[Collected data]
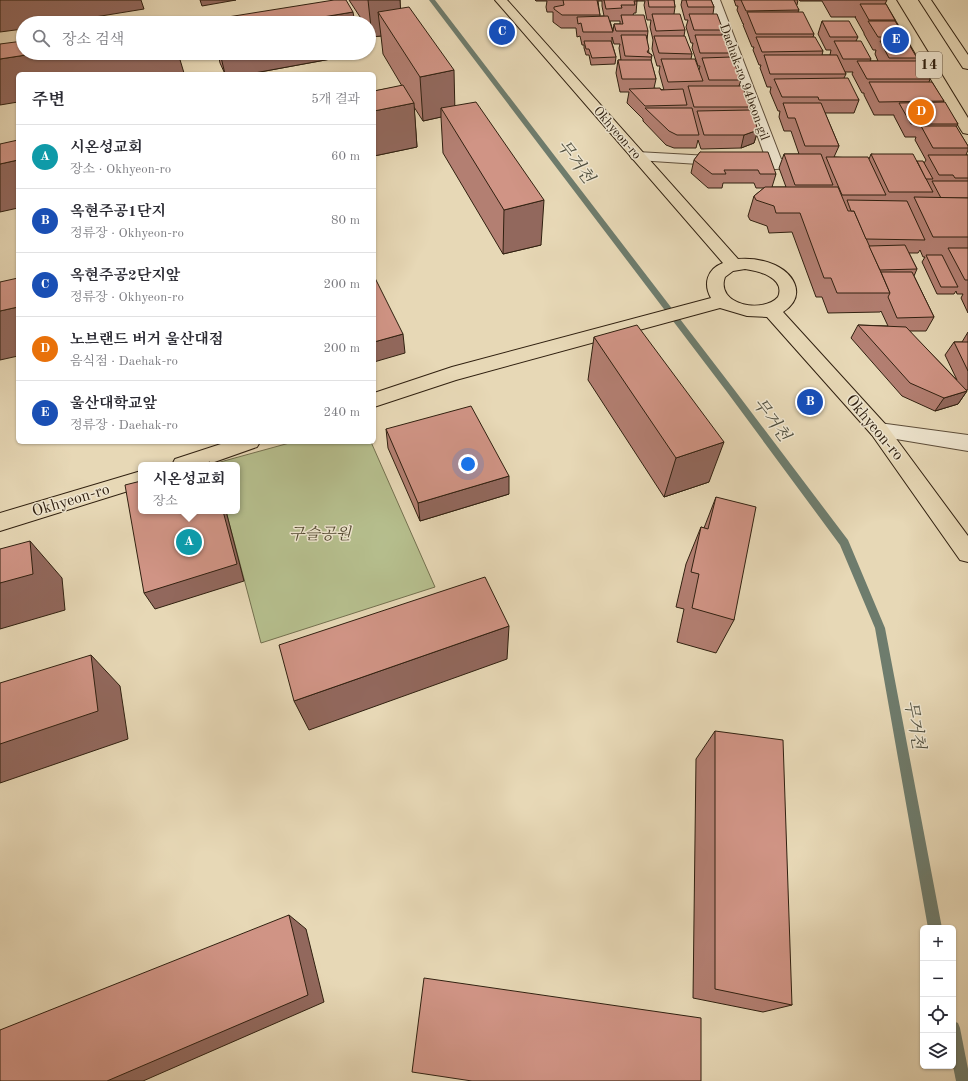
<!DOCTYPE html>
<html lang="ko">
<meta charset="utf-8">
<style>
body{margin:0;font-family:"Old Standard TT","Noto Serif KR",serif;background:#f7f7f7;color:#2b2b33}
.controls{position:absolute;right:12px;bottom:12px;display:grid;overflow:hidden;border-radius:6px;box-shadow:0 1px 3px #0004}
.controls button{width:36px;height:36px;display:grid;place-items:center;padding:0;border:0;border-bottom:1px solid #e1e1e2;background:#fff;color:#2b2b33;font:20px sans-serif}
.you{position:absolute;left:468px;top:464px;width:14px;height:14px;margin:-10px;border:3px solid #fff;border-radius:50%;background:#1a73e8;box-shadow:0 0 0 6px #1a73e833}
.badge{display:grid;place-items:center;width:26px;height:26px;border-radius:50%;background:#111827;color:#fff;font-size:13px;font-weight:700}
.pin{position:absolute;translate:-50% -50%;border:2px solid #fff;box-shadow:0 1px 4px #0006}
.popup{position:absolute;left:138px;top:462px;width:102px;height:52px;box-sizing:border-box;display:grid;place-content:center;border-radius:6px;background:#fff;filter:drop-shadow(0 1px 3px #0005);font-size:13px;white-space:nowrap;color:#7c7c81}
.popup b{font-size:15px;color:#2b2b33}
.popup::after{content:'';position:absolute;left:50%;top:100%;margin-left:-8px;border:8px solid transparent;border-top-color:#fff}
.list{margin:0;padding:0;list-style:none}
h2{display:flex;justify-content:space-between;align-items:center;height:52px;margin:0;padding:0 16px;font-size:17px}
h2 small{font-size:13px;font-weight:400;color:#7c7c81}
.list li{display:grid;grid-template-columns:26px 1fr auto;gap:12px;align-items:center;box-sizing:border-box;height:64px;padding:0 16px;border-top:1px solid #e1e1e2}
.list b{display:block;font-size:15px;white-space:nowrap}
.list p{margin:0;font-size:13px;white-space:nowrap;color:#7c7c81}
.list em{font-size:13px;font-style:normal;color:#7c7c81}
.icon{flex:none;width:22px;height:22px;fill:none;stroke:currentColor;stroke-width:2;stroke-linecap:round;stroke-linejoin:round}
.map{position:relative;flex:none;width:968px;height:1081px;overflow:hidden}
.search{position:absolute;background:#fff;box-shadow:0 1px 3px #0004;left:16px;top:16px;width:360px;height:44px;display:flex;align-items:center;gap:10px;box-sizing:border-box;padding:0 14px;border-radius:22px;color:#7c7c81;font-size:15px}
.panel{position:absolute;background:#fff;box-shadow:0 1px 3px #0004;left:16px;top:72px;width:360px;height:372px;border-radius:6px}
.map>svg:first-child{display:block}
</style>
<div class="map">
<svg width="968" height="1081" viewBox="0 0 968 1081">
<rect width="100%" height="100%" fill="#e7d8b6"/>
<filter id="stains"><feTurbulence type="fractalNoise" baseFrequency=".005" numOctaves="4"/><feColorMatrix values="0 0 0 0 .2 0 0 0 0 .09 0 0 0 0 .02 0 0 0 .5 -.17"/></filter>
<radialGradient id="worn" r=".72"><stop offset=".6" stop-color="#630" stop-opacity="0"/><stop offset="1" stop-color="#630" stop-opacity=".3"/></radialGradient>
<path fill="#b6bf8e" stroke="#73704f" d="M 293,442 L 371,442 L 435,587 L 261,643 L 226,511 L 237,511 L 237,465 L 213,464 Z"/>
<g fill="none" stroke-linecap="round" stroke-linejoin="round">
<g fill="#6e7c6d" fill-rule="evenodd">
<path d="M 429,0 L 435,0 L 733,388 L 848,540 L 885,628 L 942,928 L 928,928 L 875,628 L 840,545 L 727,392 Z"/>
<path d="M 953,1021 L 958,1023 L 960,1028 L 968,1069 L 968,1081 L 956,1081 L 953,1066 Z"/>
</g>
<defs>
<g id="minor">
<path d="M 708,0 L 720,0 L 781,159 L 816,161 L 819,164 L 816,167 L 775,169 L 637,160 L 632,159 L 630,156 L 632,153 L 637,152 L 766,159 Z"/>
<path d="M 879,423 L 968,435 L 968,451 L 872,435 L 869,430 L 872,425 Z"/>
</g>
<g id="major">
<path d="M 495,0 L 507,0 L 738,259 C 750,258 764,260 775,265 C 796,275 806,297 783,312 L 886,425 L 968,536 L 968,562 L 960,560 L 872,435 L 767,317 L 747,316 L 720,308 L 456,380 L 374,407 L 374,393 L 452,367 L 711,298 C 703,284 707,269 723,263 ZM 745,269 C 759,271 786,278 778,297 C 763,314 715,305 725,277 L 733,271 Z"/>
<path d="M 884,0 L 896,0 L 968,118 L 968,134 L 963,133 L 961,130 Z"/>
<path d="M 919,0 L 931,0 L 968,55 L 968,69 L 963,68 Z"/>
<path d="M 227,442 L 260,442 L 257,447 L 206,465 L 172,465 L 175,459 Z"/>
<path d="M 141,471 L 141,487 L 0,531 L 0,513 Z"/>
</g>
</defs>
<use href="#minor" stroke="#5e4e3a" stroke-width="2"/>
<use href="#major" stroke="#302010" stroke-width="2"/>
<use href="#minor" fill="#efe6d0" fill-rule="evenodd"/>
<use href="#major" fill="#e7d8b6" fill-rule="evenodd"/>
</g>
<g fill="#b37f72" stroke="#302010" fill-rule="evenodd">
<path d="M 349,0 L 400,0 L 400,8 L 455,106 L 541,245 L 503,254 L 443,153 L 441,117 L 423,121 L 414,107 L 417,147 L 374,156 L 374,91 L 402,86 L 383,54 L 381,36 L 372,37 L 369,32 L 369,23 L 364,23 Z"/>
<path d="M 535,0 L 674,0 L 675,7 L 674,14 L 685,30 L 684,36 L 692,54 L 691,59 L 699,70 L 700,66 L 698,66 L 692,48 L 693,43 L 691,43 L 686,27 L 688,20 L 685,20 L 681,5 L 682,0 L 711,0 L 714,7 L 713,14 L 723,30 L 722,35 L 731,53 L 729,57 L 741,80 L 739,86 L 751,107 L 749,110 L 758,130 L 754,143 L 741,148 L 701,149 L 698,140 L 696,148 L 674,148 L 666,145 L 643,121 L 643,119 L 627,103 L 629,92 L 620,92 L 616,73 L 618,60 L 621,60 L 619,48 L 620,44 L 614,44 L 612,37 L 612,43 L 616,57 L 615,64 L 591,65 L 589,55 L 586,55 L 584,48 L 584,45 L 582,45 L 580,36 L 577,37 L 576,28 L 561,28 L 553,22 L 553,12 L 547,12 L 546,7 L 547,1 L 536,1 ZM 598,1 L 602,1 L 602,6 L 604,16 L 600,16 ZM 637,1 L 645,1 L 644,5 L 647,20 L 651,20 L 650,27 L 653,40 L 652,49 L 657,66 L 660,66 L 659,72 L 664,90 L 654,88 L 656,79 L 651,61 L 652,55 L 649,53 L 647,40 L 648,31 L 633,15 L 634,13 L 636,13 ZM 610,21 L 620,21 L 620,24 L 614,24 L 613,31 Z"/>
<path d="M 734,0 L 798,0 L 797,5 L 796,5 L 799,10 L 798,12 L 814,34 L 813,37 L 823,51 L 822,55 L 830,55 L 831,50 L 826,50 L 818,34 L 822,21 L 858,37 L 856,41 L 871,59 L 870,61 L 878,61 L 875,54 L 876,50 L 873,50 L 864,34 L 864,33 L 855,17 L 856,17 L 831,17 L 822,1 L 800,1 L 799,0 L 887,0 L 885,4 L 895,20 L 895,21 L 905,37 L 903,41 L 917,58 L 916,61 L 930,79 L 929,82 L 944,101 L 943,102 L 958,124 L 956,127 L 968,146 L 968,150 L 966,155 L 968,155 L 968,313 L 961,298 L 963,294 L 957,294 L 956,291 L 954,294 L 937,294 L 922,262 L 925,257 L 923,257 L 920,250 L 918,253 L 909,253 L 917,269 L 914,276 L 934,317 L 926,331 L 909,331 L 957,380 L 945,355 L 954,342 L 962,342 L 968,332 L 968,390 L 966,390 L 967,391 L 958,404 L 935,411 L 902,396 L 851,338 L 858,325 L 888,326 L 881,311 L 880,312 L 828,313 L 822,297 L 816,297 L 792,232 L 769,233 L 767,226 L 750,220 L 748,216 L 754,196 L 764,188 L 756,188 L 754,183 L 723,183 L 722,188 L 708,188 L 691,173 L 694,160 L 700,152 L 776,174 L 772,187 L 786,187 L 779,168 L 784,154 L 799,154 L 791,131 L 784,131 L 779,117 L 780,111 L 778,111 L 770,92 L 771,87 L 767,87 L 760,68 L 761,65 L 759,65 L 753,50 L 754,47 L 752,47 L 743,25 L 744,24 L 743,24 L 737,10 L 738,6 L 736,6 ZM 845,72 L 853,72 L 852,74 L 862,93 L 864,93 L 864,95 L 874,115 L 894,115 L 894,116 L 905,137 L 916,137 L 915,140 L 926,160 L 924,163 L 871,154 L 869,159 L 834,157 L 839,146 L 825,113 L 854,113 L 859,100 L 844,78 L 846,74 Z"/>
<path d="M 218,53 L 358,53 L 358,54 L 249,74 L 225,74 L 220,63 Z"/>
<path d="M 594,337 L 709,482 L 664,497 L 588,380 Z"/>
<path d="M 386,429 L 509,494 L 420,521 L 388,448 Z"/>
<path d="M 716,497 L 734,620 L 716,653 L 677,642 L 684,609 L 676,607 L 686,564 L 701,527 L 704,528 Z"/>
<path d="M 715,731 L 792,1005 L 763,1012 L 693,998 L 696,759 Z"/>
</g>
<g fill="#92685d" stroke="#302010">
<path d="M 0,0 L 141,0 L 144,9 L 58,23 L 23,23 L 23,29 L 0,32 Z"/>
<path d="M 200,0 L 236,0 L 202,6 Z"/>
<path d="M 368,0 L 400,0 L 402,32 L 378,12 L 381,36 L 372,37 Z"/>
<path d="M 353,12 L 355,23 L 287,23 Z"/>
<path d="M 39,53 L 178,53 L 184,73 L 177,74 L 18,74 L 18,102 L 0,105 L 0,59 Z"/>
<path d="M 220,53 L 358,53 L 358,54 L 249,74 L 225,74 Z"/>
<path d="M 454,70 L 455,114 L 441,108 L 441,117 L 423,121 L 420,77 Z"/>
<path d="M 414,103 L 417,147 L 374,156 L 374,111 Z"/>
<path d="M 758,130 L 754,143 L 741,148 L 744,135 Z"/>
<path d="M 18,160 L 18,208 L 0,212 L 0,164 Z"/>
<path d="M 544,200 L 541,245 L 503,254 L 504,210 Z"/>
<path d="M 18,307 L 18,356 L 0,360 L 0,311 Z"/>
<path d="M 403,334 L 405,353 L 374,362 L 374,342 Z"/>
<path d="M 967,391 L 958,404 L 935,411 L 944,398 Z"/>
<path d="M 724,442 L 709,482 L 664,497 L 676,458 Z"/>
<path d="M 509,476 L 509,494 L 420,521 L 418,503 Z"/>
<path d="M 223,511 L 226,511 L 244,581 L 155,609 L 144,593 Z"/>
<path d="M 30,541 L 62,578 L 65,610 L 0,629 L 0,583 Z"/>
<path d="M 509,626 L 507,659 L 309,730 L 294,701 Z"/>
<path d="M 91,655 L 120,686 L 128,739 L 0,783 L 0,744 Z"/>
<path d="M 289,915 L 306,929 L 324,1002 L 143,1081 L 107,1081 Z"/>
</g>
<g fill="#d09485" stroke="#302010">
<path d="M 334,0 L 346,0 L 353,12 L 287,23 L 210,23 L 209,20 Z"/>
<path d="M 563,0 L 597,0 L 600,15 L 562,15 L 554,9 L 554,7 L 564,5 Z"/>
<path d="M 604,0 L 637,0 L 637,1 L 634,1 L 635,5 L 621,5 L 622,8 L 606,9 Z"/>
<path d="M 648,0 L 674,0 L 675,7 L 649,7 Z"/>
<path d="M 686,0 L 711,0 L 714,7 L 688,7 Z"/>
<path d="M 741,0 L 794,0 L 799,10 L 746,11 Z"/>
<path d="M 860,4 L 886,4 L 895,20 L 869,20 Z"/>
<path d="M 409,7 L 454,70 L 420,77 L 378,12 Z"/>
<path d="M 747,12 L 803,12 L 814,34 L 756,34 Z"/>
<path d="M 652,14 L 680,14 L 685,30 L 656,31 Z"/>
<path d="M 689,14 L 717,14 L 723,30 L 694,30 Z"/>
<path d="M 621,15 L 644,15 L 648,31 L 616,31 L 614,24 L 623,24 Z"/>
<path d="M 608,16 L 613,32 L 583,32 L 581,23 L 578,24 L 577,17 Z"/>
<path d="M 166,18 L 168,23 L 133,23 Z"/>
<path d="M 822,21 L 849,21 L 858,37 L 830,37 Z"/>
<path d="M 868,21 L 895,21 L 905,37 L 878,37 Z"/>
<path d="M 621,35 L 646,35 L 649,49 L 647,52 L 652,55 L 651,57 L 625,56 Z"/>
<path d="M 695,35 L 724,35 L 731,53 L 700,53 Z"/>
<path d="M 654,36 L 685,36 L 692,54 L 659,53 Z"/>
<path d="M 756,37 L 815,37 L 823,51 L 762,52 Z"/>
<path d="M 23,41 L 23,53 L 39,53 L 0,59 L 0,44 Z"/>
<path d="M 584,41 L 611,41 L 616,57 L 592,58 L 589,49 L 586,49 Z"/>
<path d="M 834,41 L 861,41 L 871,59 L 843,59 Z"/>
<path d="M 880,41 L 907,41 L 917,58 L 889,58 Z"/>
<path d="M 764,55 L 837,55 L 846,74 L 770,74 Z"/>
<path d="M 732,57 L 741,80 L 709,80 L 702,58 Z"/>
<path d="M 661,59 L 695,59 L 703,81 L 668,82 Z"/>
<path d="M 618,60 L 651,60 L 656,79 L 622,79 Z"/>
<path d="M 857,61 L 918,61 L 930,79 L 867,79 Z"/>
<path d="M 848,78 L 859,100 L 819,100 L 818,97 L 782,97 L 774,79 Z"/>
<path d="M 869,82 L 932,82 L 944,101 L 879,102 Z"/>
<path d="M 403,85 L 414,103 L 374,111 L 374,91 Z"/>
<path d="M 688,86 L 742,86 L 751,107 L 694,107 Z"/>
<path d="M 660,88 L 661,90 L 683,89 L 687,105 L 645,106 L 629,89 Z"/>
<path d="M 476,102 L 544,200 L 504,210 L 441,108 Z"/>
<path d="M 945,102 L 958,124 L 911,124 L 899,103 Z"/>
<path d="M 783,103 L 821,103 L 839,146 L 805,146 L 795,118 L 788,118 Z"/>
<path d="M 645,108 L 692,108 L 699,135 L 677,135 L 669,131 Z"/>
<path d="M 751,110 L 758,130 L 744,135 L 704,135 L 697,111 Z"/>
<path d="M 921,126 L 956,126 L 968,146 L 968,148 L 933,148 Z"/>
<path d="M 18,140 L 18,160 L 0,164 L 0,144 Z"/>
<path d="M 700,152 L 768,152 L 776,174 L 760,174 L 758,170 L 724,170 L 726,174 L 712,174 L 694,160 Z"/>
<path d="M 784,154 L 821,154 L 833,185 L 795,185 Z"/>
<path d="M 871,154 L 913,154 L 933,192 L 889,192 Z"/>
<path d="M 928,155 L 968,155 L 968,178 L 955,178 L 953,175 L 939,175 Z"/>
<path d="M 826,157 L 868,157 L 886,195 L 842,195 Z"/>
<path d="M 917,161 L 923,161 L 933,179 L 926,179 Z"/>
<path d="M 932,181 L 968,181 L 968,198 L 941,198 Z"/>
<path d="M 765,187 L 838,187 L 848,211 L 854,211 L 890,293 L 837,293 L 831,278 L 824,278 L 800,213 L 776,213 L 774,206 L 756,200 L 754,196 Z"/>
<path d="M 914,197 L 968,198 L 968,237 L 933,237 Z"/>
<path d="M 847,200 L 907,201 L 925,240 L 866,239 L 854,211 L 851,211 Z"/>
<path d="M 905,245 L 917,269 L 880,270 L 869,246 Z"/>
<path d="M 948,248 L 968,248 L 968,280 L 965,280 Z"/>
<path d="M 926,255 L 942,255 L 958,287 L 941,287 Z"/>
<path d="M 881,272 L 912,272 L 934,317 L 897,318 L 888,297 L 890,293 Z"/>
<path d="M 374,276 L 403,334 L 374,342 Z"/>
<path d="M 18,278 L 18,307 L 0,311 L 0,282 Z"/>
<path d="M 637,325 L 724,442 L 676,458 L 594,337 Z"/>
<path d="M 858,325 L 906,327 L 967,391 L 944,398 L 910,383 Z"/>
<path d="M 954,342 L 968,342 L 968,371 Z"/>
<path d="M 471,406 L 509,476 L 418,503 L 386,429 Z"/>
<path d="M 210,462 L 210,465 L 200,465 Z"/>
<path d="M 141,481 L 141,511 L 223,511 L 237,564 L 144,593 L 125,485 Z"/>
<path d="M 716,497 L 756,507 L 734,620 L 692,608 L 699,574 L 691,572 L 701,527 L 708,529 Z"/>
<path d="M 30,541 L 33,574 L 0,583 L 0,549 Z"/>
<path d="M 485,577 L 509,626 L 294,701 L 279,645 Z"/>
<path d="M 91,655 L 98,711 L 0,744 L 0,683 Z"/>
<path d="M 715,731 L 783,740 L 792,1005 L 715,989 Z"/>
<path d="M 289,915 L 308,995 L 107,1081 L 0,1081 L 0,1030 Z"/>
<path d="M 424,978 L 701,1018 L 701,1081 L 472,1081 L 412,1072 Z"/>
</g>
<g text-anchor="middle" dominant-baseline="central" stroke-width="3" stroke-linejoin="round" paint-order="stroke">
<g font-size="13" fill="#302010" stroke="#efe6d0">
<text transform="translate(744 82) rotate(70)">Daehak-ro 94beon-gil</text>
<text transform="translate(617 133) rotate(49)">Okhyeon-ro</text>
</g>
<rect fill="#efe6d0" stroke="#695b4a" stroke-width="1" x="916" y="52" width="26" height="26" rx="3"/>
<g font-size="15" font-weight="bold" fill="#302010">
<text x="929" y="65">14</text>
</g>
<g font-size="16" fill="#302010" stroke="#efe6d0">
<text transform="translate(874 428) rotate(50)">Okhyeon-ro</text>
<text transform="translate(71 501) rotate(-17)">Okhyeon-ro</text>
</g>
<g font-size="16" font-style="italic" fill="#524830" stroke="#efe6d0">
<text x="320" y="535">구슬공원</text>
</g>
<g font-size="17" font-style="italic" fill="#4f4e3e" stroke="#efe6d0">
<text transform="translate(575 162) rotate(53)">무거천</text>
<text transform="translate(771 420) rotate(53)">무거천</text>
<text transform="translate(914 725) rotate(80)">무거천</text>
</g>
</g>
<rect width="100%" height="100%" filter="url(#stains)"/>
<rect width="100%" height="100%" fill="url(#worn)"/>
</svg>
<div class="controls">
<button>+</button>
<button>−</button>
<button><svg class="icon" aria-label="locate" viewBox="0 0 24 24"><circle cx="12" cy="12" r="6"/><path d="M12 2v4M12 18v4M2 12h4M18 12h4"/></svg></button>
<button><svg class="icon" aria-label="layers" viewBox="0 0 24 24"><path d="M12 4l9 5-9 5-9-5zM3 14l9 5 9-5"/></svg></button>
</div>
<div class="you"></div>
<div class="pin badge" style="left:189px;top:542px;background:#0f9aa8">A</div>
<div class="popup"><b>시온성교회</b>장소</div>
<div class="pin badge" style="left:810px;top:402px;background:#1a4fb4">B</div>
<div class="pin badge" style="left:502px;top:32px;background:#1a4fb4">C</div>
<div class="pin badge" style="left:921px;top:112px;background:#e8710a">D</div>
<div class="pin badge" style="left:896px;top:40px;background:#1a4fb4">E</div>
<div class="search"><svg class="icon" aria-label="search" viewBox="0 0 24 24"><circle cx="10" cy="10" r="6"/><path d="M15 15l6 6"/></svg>장소 검색</div>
<section class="panel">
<h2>주변<small>5개 결과</small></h2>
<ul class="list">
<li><span class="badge" style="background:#0f9aa8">A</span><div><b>시온성교회</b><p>장소 · Okhyeon-ro</p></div><em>60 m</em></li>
<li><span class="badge" style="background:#1a4fb4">B</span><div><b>옥현주공1단지</b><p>정류장 · Okhyeon-ro</p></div><em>80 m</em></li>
<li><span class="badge" style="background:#1a4fb4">C</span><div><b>옥현주공2단지앞</b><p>정류장 · Okhyeon-ro</p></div><em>200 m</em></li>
<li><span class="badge" style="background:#e8710a">D</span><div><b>노브랜드 버거 울산대점</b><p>음식점 · Daehak-ro</p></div><em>200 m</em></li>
<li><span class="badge" style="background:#1a4fb4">E</span><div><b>울산대학교앞</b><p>정류장 · Daehak-ro</p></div><em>240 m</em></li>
</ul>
</section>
</div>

> _GOAL OF THE EXERCISE_
For every line of the entries holding the string "nowrap", add one to a tally; give the final figure only.

> _SOLUTION FOR THIS EXERCISE_
3